Time Trials - weekend 2

Third Day
On Saturday May 19, pole qualifying resumed, with 16 cars still eligible for the pole round. Arie Luyendyk (223.304 mph) squeezed onto the front row, bumping Bobby Rahal back to row 2. The highly-anticipated run by Al Unser, Jr. was a disappointment, as he only managed 220.920 mph, putting him in 7th starting position.

At 5:45 p.m., the field was filled to 33 cars, Mike Groff (203.643 mph) on the bubble. Jim Crawford then easily bumped out Groff. After two crashes, and two slow qualifying attempts, Johnny Rutherford (204.801 mph) was now on the bubble.
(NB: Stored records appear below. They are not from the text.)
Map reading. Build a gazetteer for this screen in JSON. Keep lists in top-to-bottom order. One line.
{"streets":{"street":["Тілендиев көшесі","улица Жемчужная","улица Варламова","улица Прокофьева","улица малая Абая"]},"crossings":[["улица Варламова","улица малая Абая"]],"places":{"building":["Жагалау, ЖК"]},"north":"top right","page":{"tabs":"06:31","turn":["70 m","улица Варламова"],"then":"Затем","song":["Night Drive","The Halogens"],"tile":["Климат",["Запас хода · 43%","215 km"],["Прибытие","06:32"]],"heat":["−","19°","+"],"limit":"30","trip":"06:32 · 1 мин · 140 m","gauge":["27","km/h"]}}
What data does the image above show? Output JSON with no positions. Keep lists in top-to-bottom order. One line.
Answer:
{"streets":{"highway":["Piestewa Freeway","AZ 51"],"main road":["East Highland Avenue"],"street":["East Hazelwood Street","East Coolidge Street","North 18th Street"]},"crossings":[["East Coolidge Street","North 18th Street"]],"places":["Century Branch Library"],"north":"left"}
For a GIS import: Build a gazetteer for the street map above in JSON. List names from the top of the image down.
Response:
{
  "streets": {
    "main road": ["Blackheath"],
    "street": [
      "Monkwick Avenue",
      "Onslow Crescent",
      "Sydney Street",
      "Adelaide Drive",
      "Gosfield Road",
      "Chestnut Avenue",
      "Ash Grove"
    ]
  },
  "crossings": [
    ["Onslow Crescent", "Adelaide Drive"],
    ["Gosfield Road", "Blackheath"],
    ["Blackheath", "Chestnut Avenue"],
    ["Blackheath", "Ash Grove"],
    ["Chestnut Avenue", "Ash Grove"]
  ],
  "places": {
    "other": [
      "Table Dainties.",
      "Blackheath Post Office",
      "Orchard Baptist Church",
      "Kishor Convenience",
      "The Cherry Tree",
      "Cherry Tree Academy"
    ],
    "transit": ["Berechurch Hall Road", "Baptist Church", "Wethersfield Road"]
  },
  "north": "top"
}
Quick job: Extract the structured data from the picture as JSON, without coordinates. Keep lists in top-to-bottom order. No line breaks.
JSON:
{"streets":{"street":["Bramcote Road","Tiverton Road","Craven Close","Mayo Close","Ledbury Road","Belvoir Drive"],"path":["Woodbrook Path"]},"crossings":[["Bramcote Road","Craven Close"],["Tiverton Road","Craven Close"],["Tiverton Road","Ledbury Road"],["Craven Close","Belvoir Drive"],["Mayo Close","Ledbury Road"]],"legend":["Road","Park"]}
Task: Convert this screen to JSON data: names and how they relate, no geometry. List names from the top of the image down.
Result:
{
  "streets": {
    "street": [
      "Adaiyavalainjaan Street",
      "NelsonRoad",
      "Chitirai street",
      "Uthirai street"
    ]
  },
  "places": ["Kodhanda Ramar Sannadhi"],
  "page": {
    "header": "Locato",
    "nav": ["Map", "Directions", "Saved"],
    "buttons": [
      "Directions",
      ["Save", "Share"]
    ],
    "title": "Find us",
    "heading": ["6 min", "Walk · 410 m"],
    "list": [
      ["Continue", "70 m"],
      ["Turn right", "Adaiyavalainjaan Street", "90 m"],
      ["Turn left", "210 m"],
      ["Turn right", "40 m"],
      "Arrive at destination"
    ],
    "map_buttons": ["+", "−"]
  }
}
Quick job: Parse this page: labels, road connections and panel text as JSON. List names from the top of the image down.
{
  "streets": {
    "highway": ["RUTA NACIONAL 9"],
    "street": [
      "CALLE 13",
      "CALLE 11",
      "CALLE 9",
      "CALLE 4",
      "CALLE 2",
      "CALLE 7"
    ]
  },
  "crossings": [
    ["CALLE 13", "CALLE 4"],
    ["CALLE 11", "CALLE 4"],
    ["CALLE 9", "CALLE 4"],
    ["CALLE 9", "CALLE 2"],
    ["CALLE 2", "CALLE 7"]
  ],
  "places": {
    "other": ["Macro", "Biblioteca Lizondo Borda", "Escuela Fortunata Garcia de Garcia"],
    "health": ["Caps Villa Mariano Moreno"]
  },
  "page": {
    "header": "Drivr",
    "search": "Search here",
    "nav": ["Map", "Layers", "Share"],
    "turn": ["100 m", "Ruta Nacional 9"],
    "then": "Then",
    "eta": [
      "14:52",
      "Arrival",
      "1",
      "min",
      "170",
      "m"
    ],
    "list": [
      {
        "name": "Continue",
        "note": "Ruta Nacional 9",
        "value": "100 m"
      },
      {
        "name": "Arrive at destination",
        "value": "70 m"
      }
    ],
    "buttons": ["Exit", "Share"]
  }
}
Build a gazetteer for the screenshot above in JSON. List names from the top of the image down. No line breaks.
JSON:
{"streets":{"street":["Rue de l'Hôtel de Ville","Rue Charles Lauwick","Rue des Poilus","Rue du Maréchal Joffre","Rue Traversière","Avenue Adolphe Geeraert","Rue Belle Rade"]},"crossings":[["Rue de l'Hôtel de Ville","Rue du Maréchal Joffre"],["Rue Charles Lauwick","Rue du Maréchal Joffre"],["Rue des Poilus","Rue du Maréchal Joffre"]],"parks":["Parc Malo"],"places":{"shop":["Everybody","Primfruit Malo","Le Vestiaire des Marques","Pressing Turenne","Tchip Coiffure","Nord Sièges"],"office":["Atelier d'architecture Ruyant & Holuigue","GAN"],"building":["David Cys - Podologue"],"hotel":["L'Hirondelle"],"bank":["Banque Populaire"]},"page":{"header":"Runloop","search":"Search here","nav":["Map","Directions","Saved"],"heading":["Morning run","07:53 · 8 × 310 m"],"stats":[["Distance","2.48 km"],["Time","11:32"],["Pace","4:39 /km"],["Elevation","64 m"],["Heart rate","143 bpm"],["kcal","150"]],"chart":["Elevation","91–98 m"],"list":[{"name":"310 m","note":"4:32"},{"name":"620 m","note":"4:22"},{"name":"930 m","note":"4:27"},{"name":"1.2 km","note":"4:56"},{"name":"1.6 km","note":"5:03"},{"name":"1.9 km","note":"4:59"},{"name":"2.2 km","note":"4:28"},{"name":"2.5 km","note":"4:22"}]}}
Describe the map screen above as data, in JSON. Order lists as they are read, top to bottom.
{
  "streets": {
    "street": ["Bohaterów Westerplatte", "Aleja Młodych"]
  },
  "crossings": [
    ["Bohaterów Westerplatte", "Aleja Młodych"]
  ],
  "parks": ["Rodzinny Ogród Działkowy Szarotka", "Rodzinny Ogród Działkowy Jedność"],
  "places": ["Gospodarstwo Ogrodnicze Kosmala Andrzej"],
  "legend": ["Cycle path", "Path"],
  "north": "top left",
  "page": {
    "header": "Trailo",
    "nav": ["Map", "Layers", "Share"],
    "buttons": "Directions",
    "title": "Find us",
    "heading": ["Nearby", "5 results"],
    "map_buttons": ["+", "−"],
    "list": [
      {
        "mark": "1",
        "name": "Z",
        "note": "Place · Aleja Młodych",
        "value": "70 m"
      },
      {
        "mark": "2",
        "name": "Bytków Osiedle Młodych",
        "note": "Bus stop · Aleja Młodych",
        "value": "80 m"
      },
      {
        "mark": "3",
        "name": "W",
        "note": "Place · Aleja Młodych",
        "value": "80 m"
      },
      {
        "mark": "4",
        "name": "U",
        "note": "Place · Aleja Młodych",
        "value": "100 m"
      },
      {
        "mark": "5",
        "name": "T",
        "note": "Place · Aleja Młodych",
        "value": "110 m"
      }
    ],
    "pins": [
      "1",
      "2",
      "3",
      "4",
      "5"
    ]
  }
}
Stan Fox bumped him out by over 9 mph, and for the second year in a row, Rutherford was poised to miss the race.

Bump Day
On Sunday May 20, Bump Day saw rain, and the track did not open until 2:30 p.m. As the day opened, rookie Buddy Lazier (209.418 mph) was on the bubble. After two attempts, John Paul, Jr. was able to bump out Lazier.

In the final 20 minutes, Salt Walther (attempting to make a comeback to racing) took to the track for his first qualifying attempt in ten years. Rookie Jeff Andretti (210.268 mph) was on the bubble. Andretti was attempting to qualify for the first time, and also be the 4th member of the Andretti family to qualify for the same race. Walther qualified at 210.558 mph, just fast enough to bump Andretti.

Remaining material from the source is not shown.